A Justiça rejeitou a denúncia apresentada pelo Ministério Público contra quatro pessoas acusadas de participação no assassinato da jovem Maria Eduarda Ferreira Sena Reis , crime ocorrido no residencial Lindalma Soares, na zona norte de Teresina, no dia 28 de outubro de 2025 . A denúncia, assinada pelo promotor Nielsen Silva, foi recusada sob o argumento de ausência de individualização das condutas dos réus.
Em resposta à decisão, o representante do Ministério Público chegou a apontar a individualização das ações atribuídas a cada acusado, mas o entendimento não foi acolhido pelo Judiciário, que manteve a rejeição da denúncia.
O caso foi investigado pelo Departamento de Homicídios e Proteção à Pessoa (DHPP), que indiciou quatro suspeitos apontados como integrantes da facção criminosa Primeiro Comando da Capital (PCC). Segundo a delegada Nathália Figueiredo, responsável pelas investigações, todos os investigados foram presos durante a apuração e permanecem no sistema prisional. “Durante as investigações nós realizamos quatro prisões. Eles já se encontram, inclusive, presos de forma preventiva”, afirmou a delegada.
De acordo com a polícia, foram indiciados Lairice, conhecida como Iemanjá, Adriele, Rodriguinho e Michardson. As investigações apontam que os quatro teriam participação direta no assassinato da jovem.
Ainda conforme o DHPP, o crime guarda relação com disputa entre facções criminosas. A vítima se envolveu com um homem ligado ao grupo Bonde dos 40, rival do PCC. Esse homem também é suspeito de envolvimento na morte do irmão de um dos investigados, o que reforça a hipótese de vingança como motivação do crime. “Vimos que, para além da questão de facção criminosa, também houve um contexto de vingança”, destacou Nathália Figueiredo.
Durante o cumprimento de um mandado de prisão temporária contra uma das suspeitas, Lairice, a polícia encontrou na residência dela um homem foragido da Justiça, com mandado expedido pela comarca de Floriano, também investigado por homicídio. Segundo o DHPP, ele estava escondido no local com apoio da suspeita.
Ao final do inquérito, os quatro investigados foram indiciados pelos crimes de homicídio qualificado e organização criminosa.
Rapidinhas
O Departamento de Homicídios e Proteção à Pessoa (DHPP) vai solicitar ao Ministério Público o aditamento da denúncia no caso do feminicídio de Maria Eduarda Ferreira Sena Reis.

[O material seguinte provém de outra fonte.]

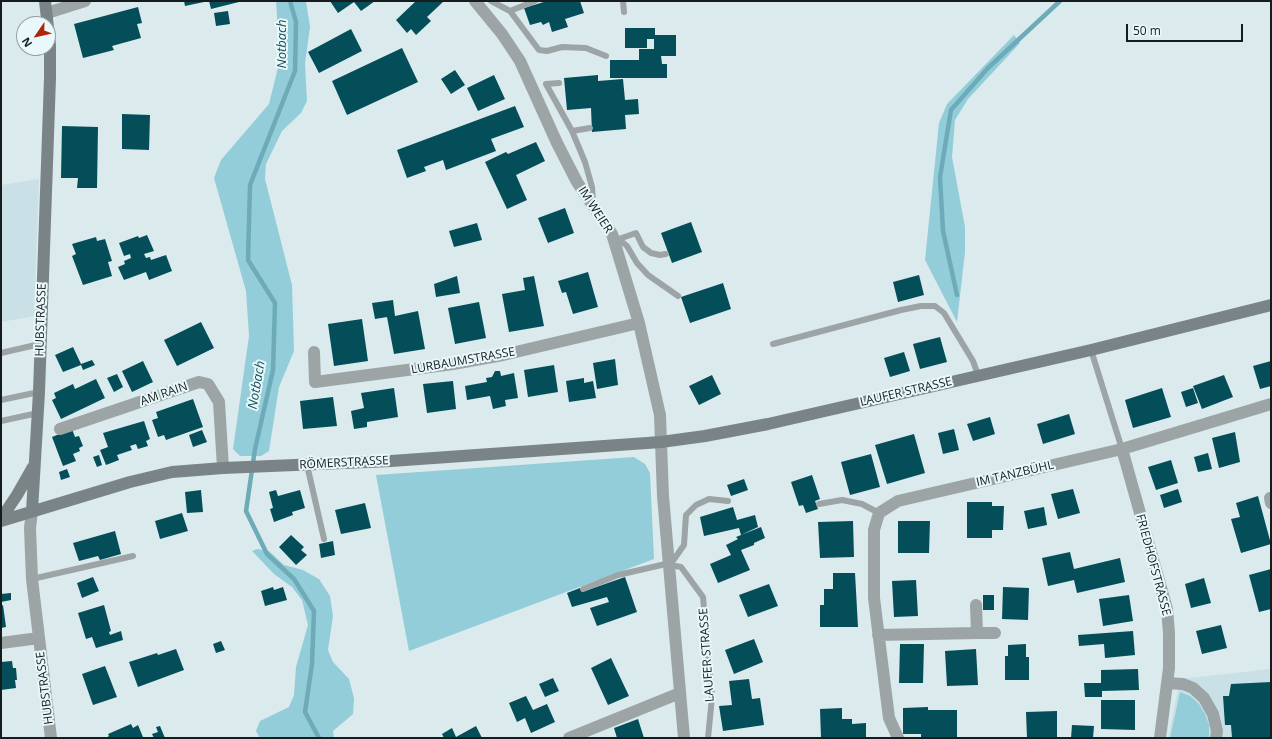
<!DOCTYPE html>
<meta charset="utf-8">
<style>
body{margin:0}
#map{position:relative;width:1272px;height:739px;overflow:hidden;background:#dbeaed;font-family:"Open Sans",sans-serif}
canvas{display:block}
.frame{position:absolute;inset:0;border:2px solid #161c1d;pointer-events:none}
.north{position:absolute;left:16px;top:16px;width:40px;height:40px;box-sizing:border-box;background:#e8f8fb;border:1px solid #94a0a2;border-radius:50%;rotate:236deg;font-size:11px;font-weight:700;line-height:16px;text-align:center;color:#161c1d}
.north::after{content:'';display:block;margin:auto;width:14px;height:18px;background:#b1240b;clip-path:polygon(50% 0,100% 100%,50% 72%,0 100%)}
.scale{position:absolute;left:1126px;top:24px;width:117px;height:18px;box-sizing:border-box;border:2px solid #161c1d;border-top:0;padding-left:5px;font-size:12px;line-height:14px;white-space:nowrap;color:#161c1d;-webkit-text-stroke:3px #e8f8fb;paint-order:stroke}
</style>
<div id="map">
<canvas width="1272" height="739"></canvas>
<div class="frame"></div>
<div class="north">N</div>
<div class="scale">50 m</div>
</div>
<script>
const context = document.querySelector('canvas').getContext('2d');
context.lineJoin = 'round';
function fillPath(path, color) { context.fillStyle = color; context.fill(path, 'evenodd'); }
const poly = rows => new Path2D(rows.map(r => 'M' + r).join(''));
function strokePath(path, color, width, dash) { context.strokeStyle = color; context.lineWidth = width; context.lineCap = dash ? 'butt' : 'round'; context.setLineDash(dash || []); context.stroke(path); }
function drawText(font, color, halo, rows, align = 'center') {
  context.font = font + ' "Open Sans",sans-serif'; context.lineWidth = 4; context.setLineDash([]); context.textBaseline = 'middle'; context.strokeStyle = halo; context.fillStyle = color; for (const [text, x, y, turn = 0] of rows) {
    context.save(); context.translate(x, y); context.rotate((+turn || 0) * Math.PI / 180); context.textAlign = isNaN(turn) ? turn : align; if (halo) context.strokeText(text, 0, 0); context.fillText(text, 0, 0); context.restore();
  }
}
fillPath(poly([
 [39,179,34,316,1,322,1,185],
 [1271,669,1271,738,1168,738,1180,679]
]), '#c8e0e6');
fillPath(poly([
 [276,1,306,1,310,27,305,63,307,101,301,113,282,131,266,164,265,179,292,285,294,351,279,387,269,451,261,456,240,456,233,449,249,336,246,291,214,178,221,160,269,104,280,59],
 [1014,35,1020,43,968,99,955,120,952,157,965,227,965,252,957,322,925,260,939,123,947,104],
 [634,457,645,464,650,473,654,559,409,651,376,475],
 [257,549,269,551,284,565,303,570,319,579,330,596,333,616,328,650,333,662,349,679,354,698,353,714,333,731,334,738,260,738,256,731,260,721,289,707,294,695,296,667,308,625,302,600,292,587,274,574,252,551],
 [1180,692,1190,696,1199,704,1205,714,1209,725,1209,738,1170,738]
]), '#93cdd9');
strokePath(poly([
 [290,1,296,22,295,71,250,185,248,260,275,303,273,370,255,449,246,511,267,554,294,579,314,611,312,664,305,712,319,738],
 [957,295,943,231,940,177,951,110,988,68,1060,1]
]), '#6dabb8', 4.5);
fillPath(poly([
 [184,1,204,1,204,2,185,6],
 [209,1,239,1,239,2,211,9],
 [330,1,375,1,361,11,354,2,338,13],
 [416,1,444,1,427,17,431,21,416,35,411,29,407,33,396,20],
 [547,1,580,1,584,13,565,19,568,27,552,32,549,22,543,25,541,22,530,25,524,8],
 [138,7,142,23,137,24,141,38,112,46,114,50,83,58,74,24],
 [228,11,230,24,216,26,214,13],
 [625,28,655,28,655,35,676,35,676,56,661,56,662,64,667,64,667,78,610,78,610,60,639,60,639,49,654,49,654,39,647,39,647,48,625,48],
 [351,29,362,51,319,73,308,52],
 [402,48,418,82,347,115,332,81],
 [455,70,465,85,451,94,441,79],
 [494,75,505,99,478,111,467,88],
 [598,75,598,81,623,79,625,100,638,99,639,114,625,115,626,129,592,132,591,108,567,110,564,78],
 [515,106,524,127,491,139,496,151,446,170,443,160,424,167,426,171,407,178,397,150],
 [122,114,150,115,149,150,122,149],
 [62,126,98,127,97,188,77,188,78,178,61,178],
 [536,142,545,161,516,175,527,200,507,209,485,162,506,152,508,154],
 [565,208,574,233,548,243,538,218],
 [691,222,702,252,672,263,661,233],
 [477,223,482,240,454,247,449,231],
 [147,235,154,251,144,254,146,258,150,257,151,260,166,255,172,271,149,280,146,272,124,280,118,267,125,264,124,261,131,258,130,254,124,256,119,243,138,236,139,238],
 [96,237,97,241,105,239,112,261,108,262,112,276,83,285,72,256,76,254,72,244],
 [588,272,598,307,573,314,566,292,562,293,558,281],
 [919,275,924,295,898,302,893,282],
 [457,276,460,293,436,297,434,284],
 [534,276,544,326,509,332,502,294,525,290,523,278],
 [723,283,731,309,690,323,681,297],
 [393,300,395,316,418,311,425,349,394,354,387,317,375,319,372,303],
 [479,302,486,338,455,344,448,308],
 [362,319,368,361,334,366,328,324],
 [201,322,214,348,177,366,164,340],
 [940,337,947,362,920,369,913,344],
 [73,347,81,364,92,360,95,365,83,370,81,365,63,372,55,355],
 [904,352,910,371,890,377,884,358],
 [615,359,618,385,597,389,593,363],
 [143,361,153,382,132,392,122,371],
 [1271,361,1271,386,1260,389,1253,366],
 [554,365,558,392,528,397,524,370],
 [495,371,500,371,501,376,514,373,518,398,505,400,506,406,493,409,490,396,467,400,465,386,487,382,486,378,492,377],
 [117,374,123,387,114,392,107,378],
 [712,375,721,394,699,405,689,386],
 [1224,375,1233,397,1202,409,1193,386],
 [584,378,584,383,593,381,596,398,569,402,566,381],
 [96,379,105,398,61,419,52,400,56,398,54,393,73,384,75,389],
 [453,381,456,409,427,413,423,384],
 [394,388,398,417,367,422,367,427,354,429,351,411,364,408,361,393],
 [1162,388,1171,417,1133,428,1125,400],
 [1193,388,1198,403,1186,407,1181,392],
 [333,397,337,426,303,429,300,401],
 [193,399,203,427,166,440,164,435,158,437,152,420,158,418,156,412],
 [1069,414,1075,434,1043,444,1037,424],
 [990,417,995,434,973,441,967,424],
 [144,421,150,439,146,441,148,446,138,449,136,444,130,446,132,450,117,455,119,460,106,465,100,450,108,447,103,433],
 [72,429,75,437,79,436,83,446,79,448,80,451,73,454,76,461,63,466,52,437],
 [954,429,959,450,943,454,938,433],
 [202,430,207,442,193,447,189,435],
 [1235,432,1240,462,1219,468,1212,438],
 [914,434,925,473,887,484,875,445],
 [1208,453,1212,469,1198,472,1194,457],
 [871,454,880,487,850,495,841,462],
 [99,455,102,465,97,467,93,457],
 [1171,460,1178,483,1156,490,1148,467],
 [67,469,70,477,61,480,59,472],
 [812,475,820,499,815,501,818,509,806,513,803,505,799,506,791,482],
 [744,479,748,490,731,496,727,485],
 [1073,489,1080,513,1058,519,1051,494],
 [1178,489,1182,502,1164,508,1160,495],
 [201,490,203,512,187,513,185,492],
 [276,490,278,496,300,490,305,508,292,512,293,515,274,522,270,509,273,508,269,492],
 [1258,496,1271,544,1241,553,1231,519,1240,517,1236,503],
 [967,502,992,502,992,506,1004,506,1003,530,992,530,992,538,967,538],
 [365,503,371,528,341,534,335,510],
 [733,507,737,520,755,515,758,527,741,535,739,528,704,536,700,517],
 [1044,507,1047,525,1028,529,1024,511],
 [182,513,188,531,160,539,155,521],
 [853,521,854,557,820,558,818,522],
 [898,521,930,521,929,553,898,553],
 [761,527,765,538,754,543,754,545,741,550,750,570,718,583,710,564,731,555,726,545,738,539,736,537],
 [115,531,121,554,100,560,98,556,79,561,73,543],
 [291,535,304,547,301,550,307,555,296,565,279,547],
 [333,541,335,555,321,558,319,544],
 [1070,552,1074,569,1120,558,1125,582,1077,593,1074,580,1048,586,1042,558],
 [1271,569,1271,609,1259,612,1249,575],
 [833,573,855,573,858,627,820,627,820,605,824,605,824,589,833,589],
 [93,577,99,591,82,598,77,583],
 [625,577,637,612,597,626,590,608,609,602,607,597,572,607,567,593,580,588,582,592],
 [1204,578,1211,603,1191,608,1185,584],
 [916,580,918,616,894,617,892,581],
 [769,584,778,606,748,617,739,595],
 [273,587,274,590,283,587,287,600,265,606,261,591],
 [1003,587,1029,588,1028,620,1002,619],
 [11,593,11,600,1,602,1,594],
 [983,595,994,595,994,610,983,610],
 [1129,595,1133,621,1103,626,1099,599],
 [3,605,6,627,1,628,1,606],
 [104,605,111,631,109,632,110,635,121,631,123,640,96,648,92,637,86,639,78,613],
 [1221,625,1227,648,1202,654,1196,631],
 [1133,631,1135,655,1105,658,1104,644,1079,646,1078,635],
 [754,639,763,662,734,674,725,650],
 [221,641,225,650,216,653,213,644],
 [900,644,924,644,923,683,899,683],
 [1026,644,1026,657,1029,657,1029,680,1005,680,1005,656,1008,656,1008,645],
 [176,649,184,670,138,687,129,662,157,653,158,655],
 [976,649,978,685,947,686,945,651],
 [611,658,629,696,608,705,591,668],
 [12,661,13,668,16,668,17,680,15,680,16,688,1,690,1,662],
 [105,666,117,697,93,705,82,674],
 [1138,669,1139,690,1102,691,1102,697,1085,697,1084,683,1101,683,1101,670],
 [553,678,559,691,545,697,539,684],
 [749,679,752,699,760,698,764,725,723,731,719,706,732,705,729,681],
 [1271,682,1271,738,1232,738,1231,725,1225,725,1223,696,1229,696,1231,684],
 [526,696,533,710,547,704,555,722,531,733,525,718,517,722,509,703],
 [1101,700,1135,700,1135,730,1101,729],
 [928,707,928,710,957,710,957,738,921,738,921,734,903,734,903,708],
 [842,708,842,719,852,719,852,724,866,723,866,738,821,738,820,709],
 [1057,711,1057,738,1027,738,1026,712],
 [638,719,644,738,617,738,614,728],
 [131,724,133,728,138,725,143,737,106,738,109,736,108,734],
 [1072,725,1094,726,1093,738,1071,738],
 [160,726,165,738,154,738,152,734,158,732,156,727],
 [476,726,482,738,444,738,442,734,452,728,456,737]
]), '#044e5a');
strokePath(poly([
 [491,1,510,11,539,50,547,51,562,47,586,48,606,56],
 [623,1,624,12],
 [510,11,535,1],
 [559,83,546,84,572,131,585,162,592,187,593,201],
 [572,131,590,128],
 [615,236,627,246,637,263,648,275,678,296],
 [619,239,636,233,643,247,651,253,660,255,666,254],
 [773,344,901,310,921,306,935,306,944,313,973,361,978,375],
 [1091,350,1122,449],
 [1,353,40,344],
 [1,400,39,392],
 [1,421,38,413],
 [307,465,324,539],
 [819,504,842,500,862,504,879,513],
 [32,579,133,556],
 [583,589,618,575,670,563],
 [708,738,712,697,703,597,681,567,670,565,684,545,686,515,696,505,709,499,728,501]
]), '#9da4a5', 6);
strokePath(poly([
 [475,1,502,34,520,61,557,143,577,182,612,234,639,323,660,415,663,496,684,738],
 [47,13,85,1],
 [314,352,315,382,453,364,503,355,639,323],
 [60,429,199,382,208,384,219,402,223,468],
 [1122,449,1167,609,1169,633,1169,668,1160,738],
 [1270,498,1271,503],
 [32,511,30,528,32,579,51,738],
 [977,633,995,633],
 [878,635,977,633,976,605],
 [1,643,39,638],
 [1167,683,1183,684,1193,688,1204,698,1213,714,1217,731,1216,738],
 [569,738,680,693],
 [898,738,889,718,874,598,874,530,879,513,898,501,1122,449,1271,404]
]), '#9da4a5', 12);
strokePath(poly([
 [32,511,39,392,50,78,50,45,45,1],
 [1,519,17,495,33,467],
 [1,521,130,482,172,472,223,468,391,461,661,442,705,436,768,424,1091,350,1271,305]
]), '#7a8486', 12);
drawText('12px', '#161c1d', '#e8f8fb', [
 ["IM WEIER",595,210,57],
 ["HUBSTRASSE",41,320,-88],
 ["LURBAUMSTRASSE",463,361,-10],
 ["LAUFER STRASSE",906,392,-13],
 ["AM RAIN",164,394,-19],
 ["RÖMERSTRASSE",344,463,-3],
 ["IM TANZBÜHL",1015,474,-13],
 ["FRIEDHOFSTRASSE",1153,565,75],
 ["LAUFER STRASSE",707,655,-94],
 ["HUBSTRASSE",45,688,-97]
]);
drawText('italic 13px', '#164d57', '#e8f8fb', [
 ["Notbach",282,44,-90],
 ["Notbach",257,385,-80]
]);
</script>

A medida ocorre após a prisão de um novo suspeito, Luís Geraldo Alves Lima, vulgo “terrorista”, que pode ampliar de quatro para cinco o número de envolvidos no crime.
A inclusão de novas informações no processo ocorrerá após o depoimento do investigado, preso no dia 19 de abril de 2026. Segundo o DHPP, há indícios de que o suspeito estava no mesmo evento que a vítima antes do crime e pode ter participação direta na dinâmica que levou à execução.
A prisão foi realizada pela Polícia Militar durante uma ação operacional. De acordo com os policiais do BPRone, o homem tentou fugir ao perceber a aproximação da viatura, chegando a correr e pular muros de residências. Após um cerco, ele foi capturado, e, durante a verificação, foi constatado um mandado de prisão temporária em aberto pelo crime de feminicídio.
Entenda o caso
O DHPP já havia indiciado quatro pessoas suspeitas de envolvimento no assassinato, apontadas como integrantes de uma facção criminosa. Segundo a polícia, todos já se encontram presos preventivamente.
As investigações indicam que o crime pode estar relacionado a disputas entre grupos criminosos rivais, motivadas por relações pessoais da vítima com integrantes de outra facção.
Com a nova prisão, a expectativa é que o caso seja reavaliado pelo Ministério Público, podendo resultar na ampliação da denúncia e no aprofundamento das responsabilidades de cada envolvido.